- [WHAT TO PRODUCE]:
Each line of the data below containing "كلية" needs to be listed.

======== DATA PROVIDED ========

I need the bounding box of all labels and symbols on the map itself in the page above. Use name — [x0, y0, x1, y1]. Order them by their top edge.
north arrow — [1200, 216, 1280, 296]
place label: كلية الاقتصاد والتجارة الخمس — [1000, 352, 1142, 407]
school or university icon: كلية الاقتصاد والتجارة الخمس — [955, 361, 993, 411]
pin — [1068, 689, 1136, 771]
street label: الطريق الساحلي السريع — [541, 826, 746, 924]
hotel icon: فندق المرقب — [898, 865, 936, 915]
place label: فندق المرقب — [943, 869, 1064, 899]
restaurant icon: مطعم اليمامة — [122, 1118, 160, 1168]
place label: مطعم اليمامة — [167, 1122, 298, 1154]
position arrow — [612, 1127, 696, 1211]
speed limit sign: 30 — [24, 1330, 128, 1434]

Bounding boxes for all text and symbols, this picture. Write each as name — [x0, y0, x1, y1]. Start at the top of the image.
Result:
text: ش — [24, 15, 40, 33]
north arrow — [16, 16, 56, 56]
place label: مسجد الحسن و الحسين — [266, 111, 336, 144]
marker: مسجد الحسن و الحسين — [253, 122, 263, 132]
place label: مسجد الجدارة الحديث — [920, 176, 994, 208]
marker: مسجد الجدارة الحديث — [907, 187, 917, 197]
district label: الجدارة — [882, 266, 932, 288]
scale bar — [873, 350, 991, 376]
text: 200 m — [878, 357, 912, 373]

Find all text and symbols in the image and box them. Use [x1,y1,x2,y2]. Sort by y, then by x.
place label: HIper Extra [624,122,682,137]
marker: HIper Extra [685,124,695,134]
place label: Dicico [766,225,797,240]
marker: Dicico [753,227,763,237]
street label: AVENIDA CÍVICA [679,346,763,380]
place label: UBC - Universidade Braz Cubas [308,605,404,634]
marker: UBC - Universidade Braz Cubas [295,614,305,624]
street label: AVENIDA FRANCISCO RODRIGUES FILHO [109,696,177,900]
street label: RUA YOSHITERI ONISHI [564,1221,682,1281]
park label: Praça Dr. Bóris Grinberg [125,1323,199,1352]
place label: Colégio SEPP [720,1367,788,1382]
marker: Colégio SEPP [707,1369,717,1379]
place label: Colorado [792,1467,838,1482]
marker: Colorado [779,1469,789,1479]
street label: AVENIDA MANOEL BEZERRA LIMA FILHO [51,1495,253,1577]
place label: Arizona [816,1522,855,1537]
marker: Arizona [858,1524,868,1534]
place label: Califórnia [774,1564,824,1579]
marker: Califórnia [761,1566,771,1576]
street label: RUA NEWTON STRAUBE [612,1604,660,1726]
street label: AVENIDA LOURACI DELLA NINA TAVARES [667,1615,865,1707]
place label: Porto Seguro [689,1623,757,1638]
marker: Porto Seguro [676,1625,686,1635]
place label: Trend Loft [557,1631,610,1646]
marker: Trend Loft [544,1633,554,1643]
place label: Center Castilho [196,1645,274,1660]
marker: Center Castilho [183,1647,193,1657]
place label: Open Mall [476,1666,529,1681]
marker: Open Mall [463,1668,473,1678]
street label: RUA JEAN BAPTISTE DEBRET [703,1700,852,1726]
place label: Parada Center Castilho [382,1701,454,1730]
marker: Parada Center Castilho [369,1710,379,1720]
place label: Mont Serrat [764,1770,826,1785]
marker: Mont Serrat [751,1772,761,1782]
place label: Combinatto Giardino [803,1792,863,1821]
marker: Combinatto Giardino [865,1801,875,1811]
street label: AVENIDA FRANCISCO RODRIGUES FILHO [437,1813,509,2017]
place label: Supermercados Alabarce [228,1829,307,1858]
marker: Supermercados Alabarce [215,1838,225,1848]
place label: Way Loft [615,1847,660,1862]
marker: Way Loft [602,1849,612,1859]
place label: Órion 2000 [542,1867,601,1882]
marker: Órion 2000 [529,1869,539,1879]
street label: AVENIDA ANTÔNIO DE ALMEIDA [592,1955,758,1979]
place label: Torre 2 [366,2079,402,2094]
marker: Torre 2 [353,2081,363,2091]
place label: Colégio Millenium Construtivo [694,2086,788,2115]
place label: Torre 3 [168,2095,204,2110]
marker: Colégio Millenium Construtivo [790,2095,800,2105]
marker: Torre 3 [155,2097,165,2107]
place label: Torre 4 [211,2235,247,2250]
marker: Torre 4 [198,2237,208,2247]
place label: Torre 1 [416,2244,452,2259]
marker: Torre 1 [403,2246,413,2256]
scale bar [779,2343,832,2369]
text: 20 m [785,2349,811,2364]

========

- [ANSWER SECTION]:
place label: كلية الاقتصاد والتجارة الخمس — [1000, 352, 1142, 407]
school or university icon: كلية الاقتصاد والتجارة الخمس — [955, 361, 993, 411]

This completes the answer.